> [DATASET]
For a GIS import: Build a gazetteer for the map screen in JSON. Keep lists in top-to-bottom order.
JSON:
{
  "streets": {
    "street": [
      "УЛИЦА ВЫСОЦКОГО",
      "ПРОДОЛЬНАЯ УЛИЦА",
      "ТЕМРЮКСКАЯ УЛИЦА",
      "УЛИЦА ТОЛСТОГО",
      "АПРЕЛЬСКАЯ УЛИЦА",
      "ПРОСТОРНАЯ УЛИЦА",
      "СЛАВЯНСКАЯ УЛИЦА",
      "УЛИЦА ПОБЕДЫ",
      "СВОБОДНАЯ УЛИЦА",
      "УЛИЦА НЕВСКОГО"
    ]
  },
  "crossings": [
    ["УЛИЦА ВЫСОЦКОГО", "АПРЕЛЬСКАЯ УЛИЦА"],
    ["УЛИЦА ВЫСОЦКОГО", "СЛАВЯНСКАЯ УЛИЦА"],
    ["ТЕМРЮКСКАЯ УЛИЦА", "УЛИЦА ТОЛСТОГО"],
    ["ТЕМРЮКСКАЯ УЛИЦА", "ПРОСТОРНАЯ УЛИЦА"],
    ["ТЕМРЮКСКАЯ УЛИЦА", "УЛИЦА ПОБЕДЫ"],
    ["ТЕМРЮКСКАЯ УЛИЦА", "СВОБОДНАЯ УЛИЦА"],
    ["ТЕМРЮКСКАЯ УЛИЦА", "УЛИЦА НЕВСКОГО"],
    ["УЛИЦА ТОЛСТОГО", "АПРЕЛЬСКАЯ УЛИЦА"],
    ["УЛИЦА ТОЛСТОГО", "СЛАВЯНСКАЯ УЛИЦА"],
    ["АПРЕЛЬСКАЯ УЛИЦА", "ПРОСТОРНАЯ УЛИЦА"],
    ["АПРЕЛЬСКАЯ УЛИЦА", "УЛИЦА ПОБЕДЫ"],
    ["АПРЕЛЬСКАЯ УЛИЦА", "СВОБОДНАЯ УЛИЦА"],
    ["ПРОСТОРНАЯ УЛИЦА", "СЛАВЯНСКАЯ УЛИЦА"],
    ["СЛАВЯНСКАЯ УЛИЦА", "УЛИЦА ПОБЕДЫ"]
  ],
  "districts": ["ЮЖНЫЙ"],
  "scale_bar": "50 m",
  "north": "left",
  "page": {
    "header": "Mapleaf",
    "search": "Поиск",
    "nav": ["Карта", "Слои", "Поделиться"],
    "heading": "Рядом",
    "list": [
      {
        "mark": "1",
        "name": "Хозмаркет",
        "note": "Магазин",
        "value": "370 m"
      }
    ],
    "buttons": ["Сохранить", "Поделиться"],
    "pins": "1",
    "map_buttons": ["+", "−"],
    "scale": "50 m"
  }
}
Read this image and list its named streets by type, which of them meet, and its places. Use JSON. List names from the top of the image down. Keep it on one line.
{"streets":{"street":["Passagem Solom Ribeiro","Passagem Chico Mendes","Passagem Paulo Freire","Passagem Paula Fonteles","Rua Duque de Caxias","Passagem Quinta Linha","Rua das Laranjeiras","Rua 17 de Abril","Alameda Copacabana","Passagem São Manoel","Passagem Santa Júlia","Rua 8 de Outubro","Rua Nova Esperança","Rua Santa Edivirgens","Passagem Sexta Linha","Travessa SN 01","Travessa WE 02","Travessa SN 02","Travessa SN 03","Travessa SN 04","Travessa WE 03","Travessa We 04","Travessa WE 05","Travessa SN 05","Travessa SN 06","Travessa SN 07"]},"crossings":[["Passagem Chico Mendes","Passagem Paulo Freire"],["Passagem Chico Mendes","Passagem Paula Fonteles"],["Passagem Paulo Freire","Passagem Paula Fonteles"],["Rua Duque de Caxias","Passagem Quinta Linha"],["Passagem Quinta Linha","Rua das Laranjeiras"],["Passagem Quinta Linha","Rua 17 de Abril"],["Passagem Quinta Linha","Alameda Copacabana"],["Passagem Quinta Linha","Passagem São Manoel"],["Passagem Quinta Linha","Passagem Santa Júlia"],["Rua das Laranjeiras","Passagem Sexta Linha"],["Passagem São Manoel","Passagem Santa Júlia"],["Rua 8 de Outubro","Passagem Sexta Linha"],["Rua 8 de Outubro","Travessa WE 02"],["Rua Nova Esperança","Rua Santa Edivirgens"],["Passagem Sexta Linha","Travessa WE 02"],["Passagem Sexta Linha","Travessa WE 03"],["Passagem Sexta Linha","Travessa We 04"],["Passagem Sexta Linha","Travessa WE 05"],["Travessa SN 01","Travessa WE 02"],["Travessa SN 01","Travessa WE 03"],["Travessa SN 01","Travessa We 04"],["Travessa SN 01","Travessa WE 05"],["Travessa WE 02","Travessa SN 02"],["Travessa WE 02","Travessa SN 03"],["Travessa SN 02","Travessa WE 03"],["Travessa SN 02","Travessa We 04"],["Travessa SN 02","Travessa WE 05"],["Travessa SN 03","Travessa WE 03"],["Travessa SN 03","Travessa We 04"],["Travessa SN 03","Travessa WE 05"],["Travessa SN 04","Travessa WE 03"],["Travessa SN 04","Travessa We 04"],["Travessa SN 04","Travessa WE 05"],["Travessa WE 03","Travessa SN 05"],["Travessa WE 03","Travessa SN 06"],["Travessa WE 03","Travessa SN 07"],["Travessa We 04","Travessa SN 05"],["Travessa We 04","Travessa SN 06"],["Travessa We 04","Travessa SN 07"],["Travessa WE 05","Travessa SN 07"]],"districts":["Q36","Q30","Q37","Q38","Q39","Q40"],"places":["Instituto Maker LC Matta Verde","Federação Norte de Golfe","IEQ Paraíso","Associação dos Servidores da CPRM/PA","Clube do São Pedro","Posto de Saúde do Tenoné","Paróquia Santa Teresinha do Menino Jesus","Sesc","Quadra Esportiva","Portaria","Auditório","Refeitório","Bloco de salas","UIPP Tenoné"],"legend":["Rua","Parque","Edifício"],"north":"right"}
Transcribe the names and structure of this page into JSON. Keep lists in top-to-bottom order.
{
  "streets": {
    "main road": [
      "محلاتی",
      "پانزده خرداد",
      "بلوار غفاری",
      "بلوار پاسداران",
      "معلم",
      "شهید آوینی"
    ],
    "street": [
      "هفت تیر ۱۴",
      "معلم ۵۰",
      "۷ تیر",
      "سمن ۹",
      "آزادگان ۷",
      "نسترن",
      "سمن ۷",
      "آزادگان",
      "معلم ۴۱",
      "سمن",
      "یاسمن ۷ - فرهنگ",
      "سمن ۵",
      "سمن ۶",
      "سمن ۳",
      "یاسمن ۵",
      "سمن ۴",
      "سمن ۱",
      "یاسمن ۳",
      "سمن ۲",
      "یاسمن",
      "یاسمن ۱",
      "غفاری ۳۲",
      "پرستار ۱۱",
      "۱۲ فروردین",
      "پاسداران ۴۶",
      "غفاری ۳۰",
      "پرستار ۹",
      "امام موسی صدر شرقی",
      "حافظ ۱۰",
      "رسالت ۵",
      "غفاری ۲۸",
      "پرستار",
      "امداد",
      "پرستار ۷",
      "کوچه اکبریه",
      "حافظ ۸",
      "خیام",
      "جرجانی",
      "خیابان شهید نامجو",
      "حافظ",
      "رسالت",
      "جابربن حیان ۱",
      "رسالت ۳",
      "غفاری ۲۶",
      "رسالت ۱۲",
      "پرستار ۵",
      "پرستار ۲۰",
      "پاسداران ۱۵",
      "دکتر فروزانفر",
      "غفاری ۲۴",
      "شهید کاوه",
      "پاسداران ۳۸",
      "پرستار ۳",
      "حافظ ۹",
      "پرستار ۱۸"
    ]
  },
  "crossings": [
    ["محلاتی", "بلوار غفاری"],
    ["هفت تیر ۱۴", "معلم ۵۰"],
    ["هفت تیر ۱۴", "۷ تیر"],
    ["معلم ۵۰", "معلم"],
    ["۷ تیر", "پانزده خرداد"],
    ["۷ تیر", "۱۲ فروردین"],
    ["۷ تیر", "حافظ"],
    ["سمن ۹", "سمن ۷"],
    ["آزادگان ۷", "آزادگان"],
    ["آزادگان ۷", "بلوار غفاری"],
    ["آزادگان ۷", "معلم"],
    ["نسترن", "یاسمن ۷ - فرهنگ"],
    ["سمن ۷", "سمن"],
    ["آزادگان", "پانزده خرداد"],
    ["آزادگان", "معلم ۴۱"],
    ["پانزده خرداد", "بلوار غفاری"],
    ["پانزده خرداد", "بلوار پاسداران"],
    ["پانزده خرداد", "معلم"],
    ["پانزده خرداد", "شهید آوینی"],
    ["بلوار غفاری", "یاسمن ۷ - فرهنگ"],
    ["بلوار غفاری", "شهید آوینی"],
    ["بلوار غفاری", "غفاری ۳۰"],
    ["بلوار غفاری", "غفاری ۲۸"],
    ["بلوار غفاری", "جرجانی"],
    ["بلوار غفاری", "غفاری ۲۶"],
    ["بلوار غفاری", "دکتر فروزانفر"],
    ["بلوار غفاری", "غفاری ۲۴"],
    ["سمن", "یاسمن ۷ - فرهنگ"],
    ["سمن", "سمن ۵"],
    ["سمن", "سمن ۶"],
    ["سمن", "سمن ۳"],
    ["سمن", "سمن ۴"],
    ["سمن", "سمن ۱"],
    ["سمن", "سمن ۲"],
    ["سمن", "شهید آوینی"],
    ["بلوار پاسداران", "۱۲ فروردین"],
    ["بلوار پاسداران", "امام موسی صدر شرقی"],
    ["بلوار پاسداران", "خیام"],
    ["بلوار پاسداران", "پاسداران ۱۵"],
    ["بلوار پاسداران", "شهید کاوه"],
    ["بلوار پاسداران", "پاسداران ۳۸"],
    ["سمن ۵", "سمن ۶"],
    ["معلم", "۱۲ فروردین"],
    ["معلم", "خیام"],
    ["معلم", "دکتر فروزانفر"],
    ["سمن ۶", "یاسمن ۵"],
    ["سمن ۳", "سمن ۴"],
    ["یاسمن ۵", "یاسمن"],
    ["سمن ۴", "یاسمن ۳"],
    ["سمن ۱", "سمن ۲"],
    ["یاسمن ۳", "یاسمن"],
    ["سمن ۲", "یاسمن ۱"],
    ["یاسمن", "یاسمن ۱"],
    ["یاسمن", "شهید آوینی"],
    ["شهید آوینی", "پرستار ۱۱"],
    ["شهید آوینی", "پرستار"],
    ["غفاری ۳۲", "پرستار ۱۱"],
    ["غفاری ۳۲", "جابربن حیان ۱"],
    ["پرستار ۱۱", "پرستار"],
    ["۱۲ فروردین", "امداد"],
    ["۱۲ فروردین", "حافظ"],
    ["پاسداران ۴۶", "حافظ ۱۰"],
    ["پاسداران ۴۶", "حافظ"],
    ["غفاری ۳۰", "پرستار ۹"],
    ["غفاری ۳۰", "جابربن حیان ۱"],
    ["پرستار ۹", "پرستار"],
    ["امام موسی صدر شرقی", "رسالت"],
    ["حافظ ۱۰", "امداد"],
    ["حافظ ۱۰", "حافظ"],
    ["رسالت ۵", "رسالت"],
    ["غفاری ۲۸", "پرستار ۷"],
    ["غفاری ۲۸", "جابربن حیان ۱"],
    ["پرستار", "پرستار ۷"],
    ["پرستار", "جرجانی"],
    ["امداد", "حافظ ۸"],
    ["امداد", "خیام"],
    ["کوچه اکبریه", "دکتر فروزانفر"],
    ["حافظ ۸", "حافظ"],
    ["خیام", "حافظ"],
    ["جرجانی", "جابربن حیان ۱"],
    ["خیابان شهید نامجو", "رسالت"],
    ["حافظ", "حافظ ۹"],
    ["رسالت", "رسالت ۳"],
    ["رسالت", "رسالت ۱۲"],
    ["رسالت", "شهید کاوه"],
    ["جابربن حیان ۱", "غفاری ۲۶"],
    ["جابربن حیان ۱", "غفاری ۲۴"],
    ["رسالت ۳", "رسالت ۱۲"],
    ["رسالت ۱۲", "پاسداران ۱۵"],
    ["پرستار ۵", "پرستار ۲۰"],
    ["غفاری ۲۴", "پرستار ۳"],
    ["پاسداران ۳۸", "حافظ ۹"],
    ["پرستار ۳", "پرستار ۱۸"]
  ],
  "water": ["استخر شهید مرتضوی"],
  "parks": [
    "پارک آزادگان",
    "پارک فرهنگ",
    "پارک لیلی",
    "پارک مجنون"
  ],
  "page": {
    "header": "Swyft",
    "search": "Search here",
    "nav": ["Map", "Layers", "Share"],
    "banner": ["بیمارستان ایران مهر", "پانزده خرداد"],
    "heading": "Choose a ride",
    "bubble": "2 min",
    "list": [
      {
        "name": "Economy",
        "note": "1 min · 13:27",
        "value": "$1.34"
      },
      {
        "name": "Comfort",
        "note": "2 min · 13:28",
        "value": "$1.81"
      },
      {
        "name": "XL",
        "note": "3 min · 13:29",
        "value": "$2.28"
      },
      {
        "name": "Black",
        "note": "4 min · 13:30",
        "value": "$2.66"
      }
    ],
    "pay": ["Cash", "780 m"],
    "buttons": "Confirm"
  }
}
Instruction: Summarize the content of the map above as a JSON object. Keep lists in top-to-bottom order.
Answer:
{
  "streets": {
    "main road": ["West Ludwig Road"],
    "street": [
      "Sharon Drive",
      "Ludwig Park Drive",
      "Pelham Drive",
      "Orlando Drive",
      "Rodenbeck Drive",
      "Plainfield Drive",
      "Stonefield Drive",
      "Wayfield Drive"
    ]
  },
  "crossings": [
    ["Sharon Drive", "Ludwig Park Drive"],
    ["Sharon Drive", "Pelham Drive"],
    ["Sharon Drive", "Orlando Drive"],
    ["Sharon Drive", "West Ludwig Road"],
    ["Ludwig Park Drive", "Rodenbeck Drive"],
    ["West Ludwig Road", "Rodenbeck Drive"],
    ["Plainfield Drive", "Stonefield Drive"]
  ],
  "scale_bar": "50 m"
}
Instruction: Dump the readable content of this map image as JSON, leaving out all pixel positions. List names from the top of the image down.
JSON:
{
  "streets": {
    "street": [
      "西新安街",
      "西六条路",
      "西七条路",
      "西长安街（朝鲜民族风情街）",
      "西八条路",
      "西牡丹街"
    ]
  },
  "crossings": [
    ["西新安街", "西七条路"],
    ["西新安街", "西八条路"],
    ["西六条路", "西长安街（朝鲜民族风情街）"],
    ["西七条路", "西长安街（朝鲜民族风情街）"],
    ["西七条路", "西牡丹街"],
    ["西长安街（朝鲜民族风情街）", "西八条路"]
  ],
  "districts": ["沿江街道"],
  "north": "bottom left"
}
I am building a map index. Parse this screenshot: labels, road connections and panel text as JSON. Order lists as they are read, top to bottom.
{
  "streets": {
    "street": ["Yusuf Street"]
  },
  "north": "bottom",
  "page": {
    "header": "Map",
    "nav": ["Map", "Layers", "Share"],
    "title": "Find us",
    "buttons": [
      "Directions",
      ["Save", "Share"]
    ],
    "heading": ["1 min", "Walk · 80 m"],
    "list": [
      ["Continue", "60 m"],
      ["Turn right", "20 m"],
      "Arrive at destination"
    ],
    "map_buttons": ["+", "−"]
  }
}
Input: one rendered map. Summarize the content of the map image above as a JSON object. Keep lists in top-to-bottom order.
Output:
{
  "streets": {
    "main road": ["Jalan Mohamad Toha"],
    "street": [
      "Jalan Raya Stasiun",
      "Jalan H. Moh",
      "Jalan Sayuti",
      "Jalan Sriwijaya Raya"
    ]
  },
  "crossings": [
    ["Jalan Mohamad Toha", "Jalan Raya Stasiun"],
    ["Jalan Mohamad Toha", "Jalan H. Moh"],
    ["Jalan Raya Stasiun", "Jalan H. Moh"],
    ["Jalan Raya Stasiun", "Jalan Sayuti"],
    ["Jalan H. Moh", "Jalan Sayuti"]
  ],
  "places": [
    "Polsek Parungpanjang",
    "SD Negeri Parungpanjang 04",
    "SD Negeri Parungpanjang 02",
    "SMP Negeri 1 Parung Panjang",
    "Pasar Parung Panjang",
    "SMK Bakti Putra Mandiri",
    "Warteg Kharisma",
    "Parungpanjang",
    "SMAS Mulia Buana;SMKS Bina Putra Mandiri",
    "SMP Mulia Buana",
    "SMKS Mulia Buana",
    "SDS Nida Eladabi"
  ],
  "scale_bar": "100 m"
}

> [TASK DIRECTIONS] Gather every line from the listing above in which "Toha" appears, and copy those lines.

> [TASK SOLUTION]
    "main road": ["Jalan Mohamad Toha"],
    ["Jalan Mohamad Toha", "Jalan Raya Stasiun"],
    ["Jalan Mohamad Toha", "Jalan H. Moh"],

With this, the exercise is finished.